- Warden Dike wrote:
- Just in case anyone was wondering, that's about $6.00 in the US. It would be worth it just for the Harryhausen stop motion creatures.
That's what I was thinking!
Here's my review, I don't think that it includes any spoilers but I leave the decision on whether to read it or not entirely up to you.
You would think that the colourful Greek Myths would lend themselves to becoming spectacular entertainment in this digital world, but still the artisans of Hollywood fall short of the ideals of Hellas.
Louis Letterier’s movie is based loosely on Ray Harryhausen’s much loved 1981 movie, which was itself loosely based on the Perseus myth, and it proves to be a very loose affair.
Sam Worthington plays a brooding Perseus who broods quite a lot. In fact it seems to be the only emotional expression that this demigod can manage. Motivated purely out of a lust for revenge this Persues is far less attractive than Harry Hamlin’s version.
Somehow he gets caught up in King Cepheus’ of Argos irrational war on Olympus and sets out to defeat the gods, not to save either the city or the Princess Andromeda, but for his own selfish reasons.
And off we go on a less than enchanting, and often erratic, stroll through Greek mythology. Along the way we meet some surprising creatures, such as the Djinn! Yep, that’s right, for some reason they extracted a character from Persian mythology to throw into this muddled mess with no explanation whatsoever.
Perseus goes through the well known acts, killing an over active Medusa and proving to be a terrible leader of men.
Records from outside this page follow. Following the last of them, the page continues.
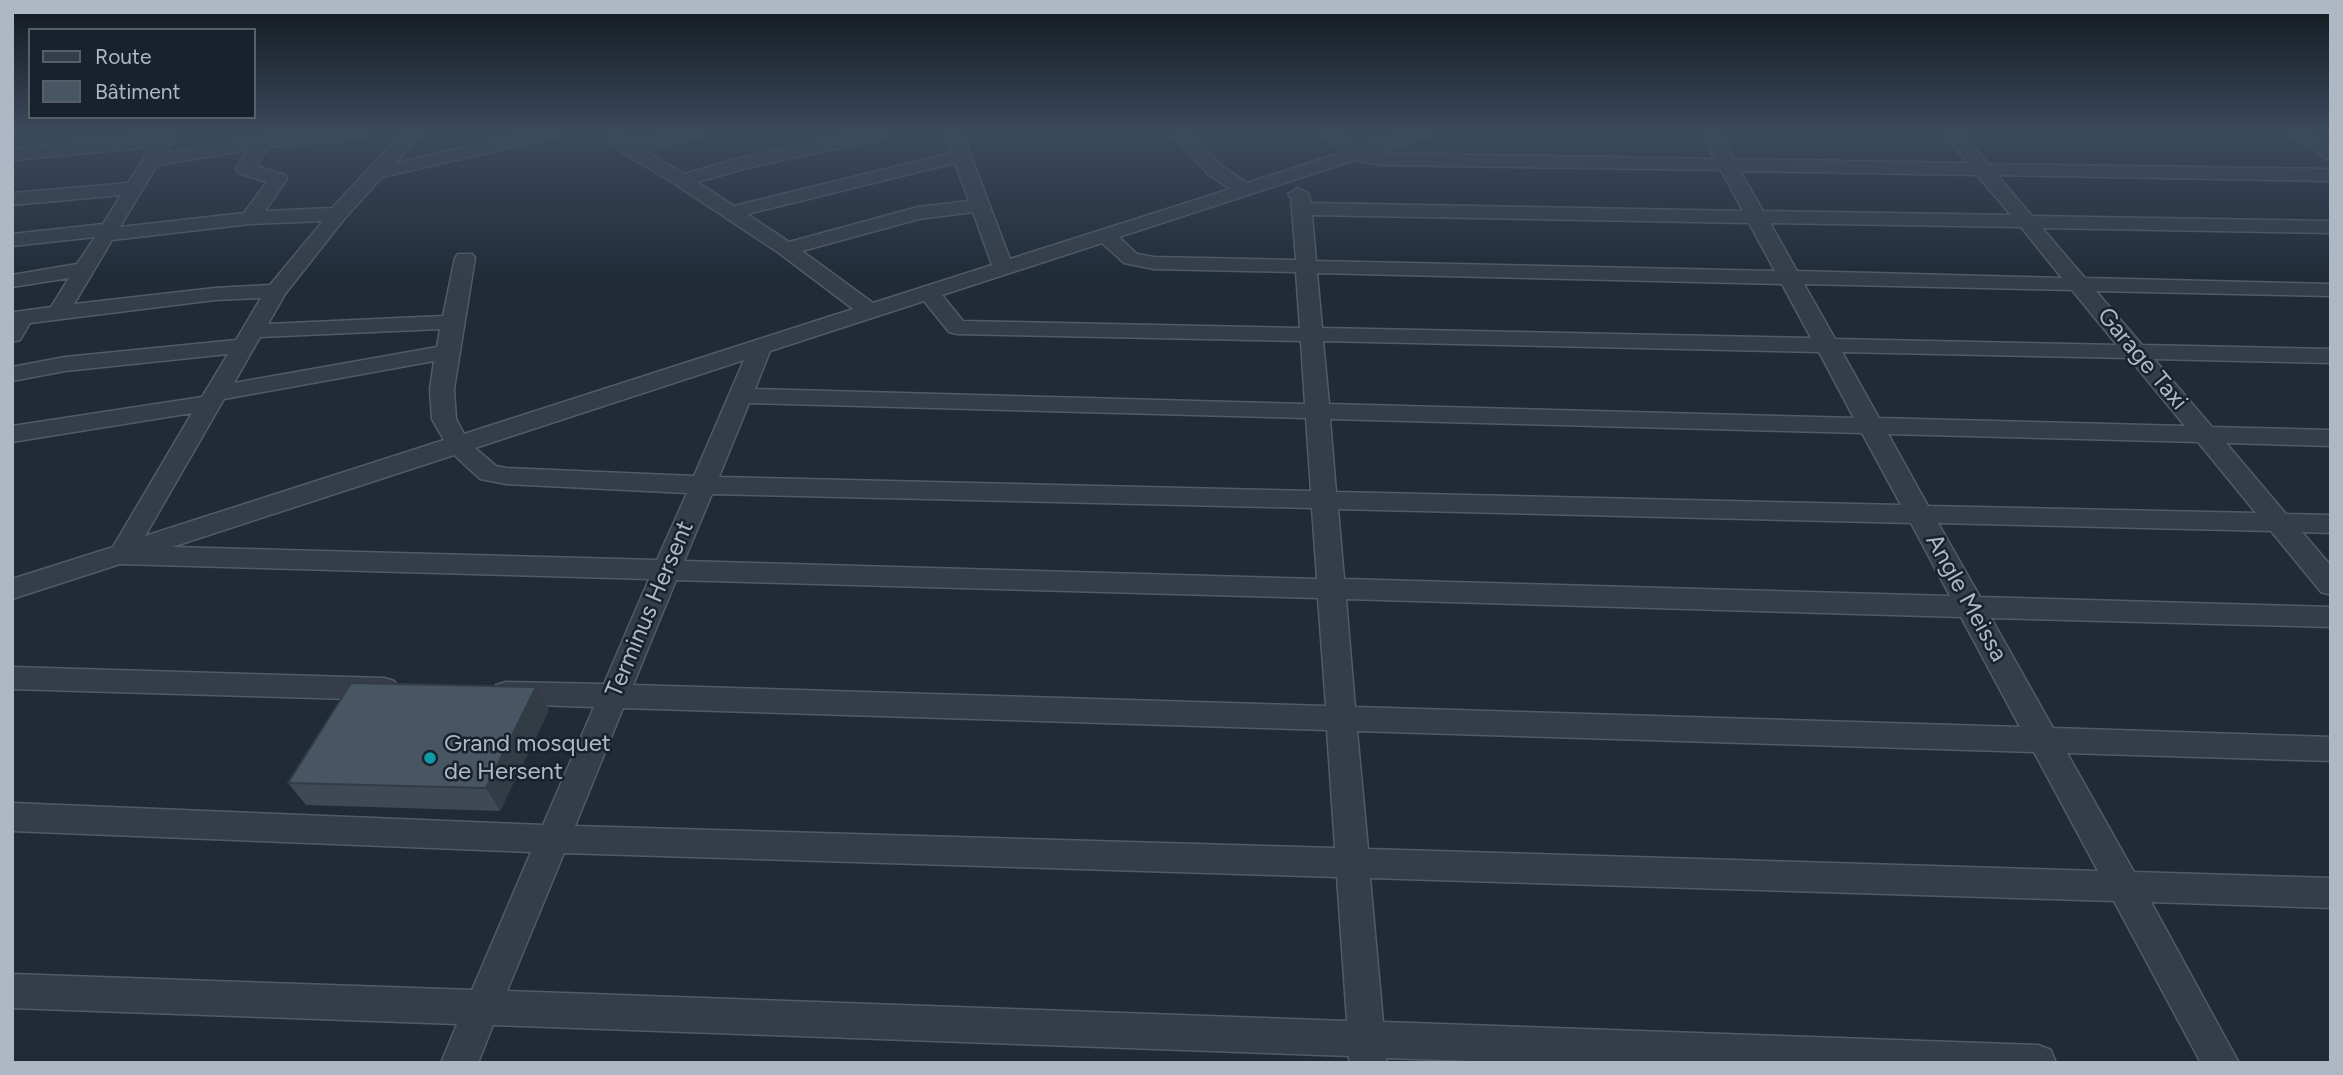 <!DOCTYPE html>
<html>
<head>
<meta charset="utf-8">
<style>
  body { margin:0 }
  #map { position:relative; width:2343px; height:1075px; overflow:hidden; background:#202b37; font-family:Figtree,sans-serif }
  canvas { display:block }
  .frame { position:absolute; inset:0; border:14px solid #aeb8c4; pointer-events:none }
  .legend { position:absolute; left:28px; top:28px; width:228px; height:91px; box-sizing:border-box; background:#19222c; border:2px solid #555e69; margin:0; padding:9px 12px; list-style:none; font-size:21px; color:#aeb8c4 }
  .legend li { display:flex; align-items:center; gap:14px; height:35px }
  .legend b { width:35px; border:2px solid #555e69 }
</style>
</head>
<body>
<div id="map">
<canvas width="2343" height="1075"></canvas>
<div class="frame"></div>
<ul class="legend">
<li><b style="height:9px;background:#343d48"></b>Route</li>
<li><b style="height:19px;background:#485563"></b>Bâtiment</li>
</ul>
</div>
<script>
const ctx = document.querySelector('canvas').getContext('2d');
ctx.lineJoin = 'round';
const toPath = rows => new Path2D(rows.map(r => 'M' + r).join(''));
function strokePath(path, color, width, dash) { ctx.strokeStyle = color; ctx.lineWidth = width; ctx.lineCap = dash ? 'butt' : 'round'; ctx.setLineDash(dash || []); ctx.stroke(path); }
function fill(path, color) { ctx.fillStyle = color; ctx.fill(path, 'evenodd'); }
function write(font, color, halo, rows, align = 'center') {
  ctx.font = font + ' Figtree,sans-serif'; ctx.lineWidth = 5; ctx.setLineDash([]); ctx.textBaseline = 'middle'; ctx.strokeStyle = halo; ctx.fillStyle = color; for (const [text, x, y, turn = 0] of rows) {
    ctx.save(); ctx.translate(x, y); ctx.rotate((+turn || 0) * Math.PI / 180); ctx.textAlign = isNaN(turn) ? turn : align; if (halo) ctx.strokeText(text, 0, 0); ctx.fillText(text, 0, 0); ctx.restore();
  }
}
const minor = toPath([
  [159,133,177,133,165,153,262,137,298,133,369,133,360,138,268,147,256,166,285,175,287,179,265,211,332,208,402,133,421,133,395,163,527,133,561,133,552,138,382,177,345,218,285,294,268,324,443,316,455,258,458,254,472,254,475,258,454,389,456,419,464,434,853,309,779,253,675,184,622,152,604,133,623,133,632,142,670,133,704,133,701,137,644,150,684,174,744,157,857,133,893,133,884,138,747,168,697,182,734,206,951,153,944,133,962,133,1010,259,1230,189,1209,175,1171,133,1190,133,1223,167,1247,183,1342,152,1322,133,1342,133,1358,147,1402,133,1430,133,1427,137,1378,153,1381,153,1715,159,1701,133,1719,133,1734,159,1968,163,1943,133,1962,133,1988,164,2331,169,2331,181,1997,175,2032,216,2331,221,2331,233,2042,228,2085,278,2331,284,2331,296,2096,291,2142,345,2331,349,2331,363,2154,359,2212,427,2331,430,2331,446,2226,443,2286,514,2331,515,2331,533,2302,532,2331,566,2331,595,2321,592,2271,531,1938,523,1980,597,2331,607,2331,627,1991,618,2053,728,2331,737,2331,761,2067,753,2134,872,2331,878,2331,908,2151,902,2239,1063,2201,1063,2114,901,1370,878,1383,1022,2038,1045,2051,1050,2056,1063,1527,1063,1386,1058,1387,1063,1349,1063,1349,1056,493,1025,478,1063,441,1063,457,1024,12,1008,12,974,472,990,531,852,12,831,12,803,543,825,594,707,506,704,496,701,491,693,496,685,506,682,604,684,649,579,120,564,12,599,12,579,113,547,192,413,12,442,12,426,202,397,228,354,65,371,12,381,12,367,65,357,236,340,261,298,215,300,30,323,20,340,12,342,12,317,15,312,51,307,69,278,12,287,12,275,77,264,95,237,12,246,12,234,103,224,121,195,12,205,12,193,128,183,151,147,12,160,12,149,159,133],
  [248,150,236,169,238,173,267,182,244,213,120,227,157,165,248,150],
  [1355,160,1381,165,1721,170,1743,211,1311,203,1308,193,1298,188,1288,194,1291,198,1296,260,1154,257,1137,254,1119,237,1355,160],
  [955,163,969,201,918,207,789,242,747,214,955,163],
  [1740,171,1977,175,2011,215,1763,211,1740,171],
  [973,212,992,265,873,303,802,251,919,219,973,212],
  [1312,215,1749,223,1775,271,1316,261,1312,215],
  [323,221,270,285,215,288,74,304,112,240,250,224,323,221],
  [1770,223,2021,227,2062,278,1797,271,1770,223],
  [1102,243,1124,263,1154,269,1296,272,1300,328,963,321,942,295,1102,243],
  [1317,273,1782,284,1811,338,1322,328,1317,273],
  [1804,284,2072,290,2117,345,1835,339,1804,284],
  [924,301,949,332,957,334,1301,341,1305,404,755,389,770,351,924,301],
  [440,329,437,347,234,383,260,337,440,329],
  [1323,341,1819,352,1854,418,1329,404,1323,341],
  [1842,352,2129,358,2185,426,1879,418,1842,352],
  [744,360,694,476,506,468,496,466,475,448,744,360],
  [434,361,430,389,432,419,444,440,145,536,224,399,434,361],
  [749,403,1306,418,1311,491,719,477,749,403],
  [1330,419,1862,433,1901,505,1336,492,1330,419],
  [1888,434,2198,442,2256,513,1928,506,1888,434],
  [454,455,480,479,506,484,687,493,657,560,172,547,454,455],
  [712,494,1312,508,1317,579,684,561,712,494],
  [1338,509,1911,523,1950,596,1344,579,1338,509],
  [676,580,1318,598,1326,706,633,685,676,580],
  [1346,599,1961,617,2020,727,1355,707,1346,599],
  [623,708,1327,730,1335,848,575,826,623,708],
  [1357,731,2034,752,2098,871,1368,849,1357,731],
  [564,853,1337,877,1347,1021,507,991,564,853],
  [2286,133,2308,133,2331,148,2331,161,2286,133],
  [12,667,384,678,394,681,399,689,394,697,384,700,12,689,12,667]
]);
strokePath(minor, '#515b65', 3);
fill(minor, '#343d48');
fill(toPath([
  [549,710,500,811,306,805,288,783]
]), '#3e4955');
fill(toPath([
  [536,687,549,710,500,811,486,788]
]), '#323c45');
const building = toPath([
  [351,683,536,687,486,788,288,783,351,683]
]);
fill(building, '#485563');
strokePath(building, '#323c45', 2);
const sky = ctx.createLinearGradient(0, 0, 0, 284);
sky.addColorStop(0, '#12181e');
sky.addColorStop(0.47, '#3c4a5e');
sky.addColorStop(1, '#3c4a5e00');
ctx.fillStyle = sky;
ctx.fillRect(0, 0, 2343, 284);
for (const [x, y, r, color] of [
  [430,758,7,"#0f9aa8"]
]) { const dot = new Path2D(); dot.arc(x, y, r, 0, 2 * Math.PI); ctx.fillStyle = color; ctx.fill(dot); strokePath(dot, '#19222c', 2.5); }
write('24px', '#aeb8c4', '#19222c', [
  ["Garage Taxi",2142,359,50],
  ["Angle Meissa",1966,598,61],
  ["Terminus Hersent",650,609,-67]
]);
write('24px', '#aeb8c4', '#19222c', [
  ["Grand mosquet",444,744],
  ["de Hersent",444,772]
], 'left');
</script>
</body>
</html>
For some reason Io, she who was turned into a heifer by Zeus, has been besotted with Perseus since he was born, no that’s not in the myth either, and she lends a demigod type hand along the way. Gemma Arterton is very pretty but her role is little more than scenery to be honest.
A mixed up Zeus, at first ignorant of his son’s existence – so much for omnipotence then, watches with interest as Perseus attempts to exact his revenge on Hades but there’s no sign of the demigod’s real champion, Athena. Of course Dad becomes less ambivalent, especially when he discovers that brother Hades is the source of all his problems with the mortals. Liam Neeson never gets a chance with this role, especially when encased in glowing plate armour!
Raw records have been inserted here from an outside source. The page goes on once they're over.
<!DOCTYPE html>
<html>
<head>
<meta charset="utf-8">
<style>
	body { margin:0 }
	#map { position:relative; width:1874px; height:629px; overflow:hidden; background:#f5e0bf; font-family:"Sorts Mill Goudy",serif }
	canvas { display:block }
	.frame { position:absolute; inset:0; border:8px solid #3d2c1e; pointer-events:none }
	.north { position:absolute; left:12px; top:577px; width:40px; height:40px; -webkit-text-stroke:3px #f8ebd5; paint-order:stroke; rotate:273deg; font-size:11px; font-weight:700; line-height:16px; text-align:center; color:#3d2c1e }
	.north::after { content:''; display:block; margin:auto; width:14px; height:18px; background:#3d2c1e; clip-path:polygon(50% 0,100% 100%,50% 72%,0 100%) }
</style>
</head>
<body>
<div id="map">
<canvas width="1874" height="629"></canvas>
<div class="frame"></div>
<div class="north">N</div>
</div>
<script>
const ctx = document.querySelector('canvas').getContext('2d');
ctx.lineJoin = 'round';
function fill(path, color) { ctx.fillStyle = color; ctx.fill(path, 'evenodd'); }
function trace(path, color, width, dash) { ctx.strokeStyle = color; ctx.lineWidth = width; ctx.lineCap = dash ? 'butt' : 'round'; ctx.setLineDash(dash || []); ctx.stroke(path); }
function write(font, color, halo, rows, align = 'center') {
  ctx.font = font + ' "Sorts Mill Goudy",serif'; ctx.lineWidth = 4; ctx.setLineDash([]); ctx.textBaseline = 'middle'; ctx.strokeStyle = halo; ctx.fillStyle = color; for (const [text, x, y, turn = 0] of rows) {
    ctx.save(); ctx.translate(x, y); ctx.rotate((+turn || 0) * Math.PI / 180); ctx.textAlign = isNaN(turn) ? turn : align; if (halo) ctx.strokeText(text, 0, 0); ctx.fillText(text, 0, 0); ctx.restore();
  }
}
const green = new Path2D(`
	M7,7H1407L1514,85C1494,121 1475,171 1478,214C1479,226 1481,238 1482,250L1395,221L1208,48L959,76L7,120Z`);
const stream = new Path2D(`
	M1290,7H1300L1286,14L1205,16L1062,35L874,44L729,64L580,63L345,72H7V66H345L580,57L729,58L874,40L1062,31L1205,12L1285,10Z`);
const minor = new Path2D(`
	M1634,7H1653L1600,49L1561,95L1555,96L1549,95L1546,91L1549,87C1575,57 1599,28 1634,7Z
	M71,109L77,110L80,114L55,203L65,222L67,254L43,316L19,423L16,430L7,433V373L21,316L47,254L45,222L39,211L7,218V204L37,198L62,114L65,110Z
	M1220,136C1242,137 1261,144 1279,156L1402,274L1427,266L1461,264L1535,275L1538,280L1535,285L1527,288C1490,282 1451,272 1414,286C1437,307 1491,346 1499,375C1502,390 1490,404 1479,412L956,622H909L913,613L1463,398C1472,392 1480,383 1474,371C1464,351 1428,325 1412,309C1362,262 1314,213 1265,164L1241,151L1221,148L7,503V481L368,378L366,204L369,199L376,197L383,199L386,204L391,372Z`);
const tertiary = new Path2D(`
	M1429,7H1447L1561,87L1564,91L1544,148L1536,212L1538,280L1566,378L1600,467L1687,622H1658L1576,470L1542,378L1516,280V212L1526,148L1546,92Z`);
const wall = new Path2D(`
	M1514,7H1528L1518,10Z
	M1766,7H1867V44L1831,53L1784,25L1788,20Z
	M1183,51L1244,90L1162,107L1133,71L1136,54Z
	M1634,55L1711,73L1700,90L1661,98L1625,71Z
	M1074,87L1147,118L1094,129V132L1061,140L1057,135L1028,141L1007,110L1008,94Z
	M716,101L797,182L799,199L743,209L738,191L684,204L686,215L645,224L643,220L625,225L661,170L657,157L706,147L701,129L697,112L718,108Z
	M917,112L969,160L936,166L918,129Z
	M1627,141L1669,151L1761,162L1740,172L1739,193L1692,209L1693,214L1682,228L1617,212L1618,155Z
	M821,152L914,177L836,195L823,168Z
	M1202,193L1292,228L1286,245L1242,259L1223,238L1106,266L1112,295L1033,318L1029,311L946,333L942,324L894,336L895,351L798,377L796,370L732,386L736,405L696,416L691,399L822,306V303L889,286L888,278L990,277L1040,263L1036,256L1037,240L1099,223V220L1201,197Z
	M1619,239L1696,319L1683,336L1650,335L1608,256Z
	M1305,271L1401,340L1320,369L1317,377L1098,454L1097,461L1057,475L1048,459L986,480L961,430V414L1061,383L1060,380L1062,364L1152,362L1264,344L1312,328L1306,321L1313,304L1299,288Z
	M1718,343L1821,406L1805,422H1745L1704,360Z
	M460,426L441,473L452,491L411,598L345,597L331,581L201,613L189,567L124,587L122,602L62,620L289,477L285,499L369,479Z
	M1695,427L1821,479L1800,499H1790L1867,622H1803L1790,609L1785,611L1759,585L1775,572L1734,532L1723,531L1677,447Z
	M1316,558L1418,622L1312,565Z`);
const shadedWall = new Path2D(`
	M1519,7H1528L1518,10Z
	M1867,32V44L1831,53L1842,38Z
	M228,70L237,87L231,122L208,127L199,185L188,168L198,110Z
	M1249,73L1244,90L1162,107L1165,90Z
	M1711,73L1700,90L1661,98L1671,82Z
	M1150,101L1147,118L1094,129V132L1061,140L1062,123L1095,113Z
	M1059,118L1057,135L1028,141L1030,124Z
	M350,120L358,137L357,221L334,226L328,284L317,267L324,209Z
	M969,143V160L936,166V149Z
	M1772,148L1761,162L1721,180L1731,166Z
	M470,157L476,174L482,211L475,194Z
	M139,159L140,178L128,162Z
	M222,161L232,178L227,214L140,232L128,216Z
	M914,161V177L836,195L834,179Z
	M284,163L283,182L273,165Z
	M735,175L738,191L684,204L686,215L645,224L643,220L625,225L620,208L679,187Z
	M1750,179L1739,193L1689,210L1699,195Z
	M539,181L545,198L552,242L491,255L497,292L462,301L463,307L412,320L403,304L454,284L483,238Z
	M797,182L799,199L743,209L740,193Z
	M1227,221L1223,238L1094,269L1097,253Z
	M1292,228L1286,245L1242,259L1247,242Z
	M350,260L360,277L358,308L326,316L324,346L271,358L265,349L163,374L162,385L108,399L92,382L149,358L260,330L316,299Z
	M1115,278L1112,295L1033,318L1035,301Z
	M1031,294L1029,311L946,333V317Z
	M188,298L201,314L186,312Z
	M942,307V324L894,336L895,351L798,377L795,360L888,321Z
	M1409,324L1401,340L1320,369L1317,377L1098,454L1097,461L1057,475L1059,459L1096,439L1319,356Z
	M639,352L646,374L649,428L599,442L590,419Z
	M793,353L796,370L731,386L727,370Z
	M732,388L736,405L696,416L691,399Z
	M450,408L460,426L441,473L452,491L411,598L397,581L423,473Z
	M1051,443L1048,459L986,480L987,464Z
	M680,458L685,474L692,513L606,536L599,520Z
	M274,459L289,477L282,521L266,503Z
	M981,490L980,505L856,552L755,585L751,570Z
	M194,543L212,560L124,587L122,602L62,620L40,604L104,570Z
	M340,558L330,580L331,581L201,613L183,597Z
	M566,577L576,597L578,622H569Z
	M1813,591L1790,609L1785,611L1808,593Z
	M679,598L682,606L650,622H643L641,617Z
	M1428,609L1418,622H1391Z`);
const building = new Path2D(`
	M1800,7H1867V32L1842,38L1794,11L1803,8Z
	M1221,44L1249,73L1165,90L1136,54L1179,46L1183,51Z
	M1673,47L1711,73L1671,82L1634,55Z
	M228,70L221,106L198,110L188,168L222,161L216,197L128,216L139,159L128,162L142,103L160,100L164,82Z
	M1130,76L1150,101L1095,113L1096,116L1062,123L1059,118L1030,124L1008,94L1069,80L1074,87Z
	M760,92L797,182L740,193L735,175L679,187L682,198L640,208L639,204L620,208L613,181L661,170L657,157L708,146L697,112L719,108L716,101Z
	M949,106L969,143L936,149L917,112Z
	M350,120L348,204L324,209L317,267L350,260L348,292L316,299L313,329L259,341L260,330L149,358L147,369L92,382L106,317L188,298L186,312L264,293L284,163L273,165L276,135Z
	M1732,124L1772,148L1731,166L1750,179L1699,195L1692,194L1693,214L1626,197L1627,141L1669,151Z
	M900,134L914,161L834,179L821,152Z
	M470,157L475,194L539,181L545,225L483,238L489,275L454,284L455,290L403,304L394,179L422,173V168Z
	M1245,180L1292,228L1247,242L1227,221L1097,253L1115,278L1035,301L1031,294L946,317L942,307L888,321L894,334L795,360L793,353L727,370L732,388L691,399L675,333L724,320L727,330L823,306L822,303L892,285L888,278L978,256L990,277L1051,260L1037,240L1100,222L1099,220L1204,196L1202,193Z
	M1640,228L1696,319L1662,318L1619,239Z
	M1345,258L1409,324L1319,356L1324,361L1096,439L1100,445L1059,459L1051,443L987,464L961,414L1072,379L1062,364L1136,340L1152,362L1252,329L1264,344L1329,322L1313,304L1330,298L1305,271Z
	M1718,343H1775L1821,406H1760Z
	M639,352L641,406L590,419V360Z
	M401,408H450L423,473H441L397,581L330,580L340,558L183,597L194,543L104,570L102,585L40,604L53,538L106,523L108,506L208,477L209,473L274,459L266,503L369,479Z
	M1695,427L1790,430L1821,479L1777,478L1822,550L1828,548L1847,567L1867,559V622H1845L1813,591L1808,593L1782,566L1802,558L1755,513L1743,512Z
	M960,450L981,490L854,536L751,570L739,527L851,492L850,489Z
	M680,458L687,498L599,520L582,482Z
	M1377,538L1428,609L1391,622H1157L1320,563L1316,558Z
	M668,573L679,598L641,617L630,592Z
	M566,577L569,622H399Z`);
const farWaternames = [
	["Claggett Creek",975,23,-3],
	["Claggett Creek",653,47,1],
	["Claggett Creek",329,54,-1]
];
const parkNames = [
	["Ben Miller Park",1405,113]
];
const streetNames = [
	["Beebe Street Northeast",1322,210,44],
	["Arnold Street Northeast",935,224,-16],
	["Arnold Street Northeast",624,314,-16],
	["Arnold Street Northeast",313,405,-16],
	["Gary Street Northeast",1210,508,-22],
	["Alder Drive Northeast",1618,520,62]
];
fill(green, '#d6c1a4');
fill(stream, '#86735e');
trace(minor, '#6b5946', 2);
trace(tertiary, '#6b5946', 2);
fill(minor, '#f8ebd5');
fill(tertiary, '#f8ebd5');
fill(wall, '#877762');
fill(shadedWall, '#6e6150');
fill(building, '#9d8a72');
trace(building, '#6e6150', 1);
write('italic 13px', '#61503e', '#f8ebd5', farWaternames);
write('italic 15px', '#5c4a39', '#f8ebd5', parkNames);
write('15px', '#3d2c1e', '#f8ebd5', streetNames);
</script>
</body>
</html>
The climax is far from that, more of a relief really. The mighty Kraken attacks, Andromeda is held up for sacrifice, for some reason there’s only a handful of palace guards to protect her from the mob and no one thought to bolt the doors, and Perseus arrives in the nick of time to pursue his own vendetta, never mind the princess hanging out their like a carrot on a pole!
Does 3D add anything to a movie? Well, I think not. There seems to be very little use of 3D, probably because that’s not how the film was originally made, it’s one of those retro effects on this movie. Also, when the action does get going it tends to become a little blurred making it difficult to see what is happening.
I conclusion this represents a missed opportunity of immense proportions. It’s bad enough that the source material is treated with such a lack of respect, but not unexpected. The hero is so far from being heroic that he’s a contradiction in terms and the representation of the Olympians is just unimaginative.
Point of Interest: I’ve been to Paxos and it’s no where near Argos, just another illogical element thrown in by the screenwriters, perhaps one of them had a holiday there?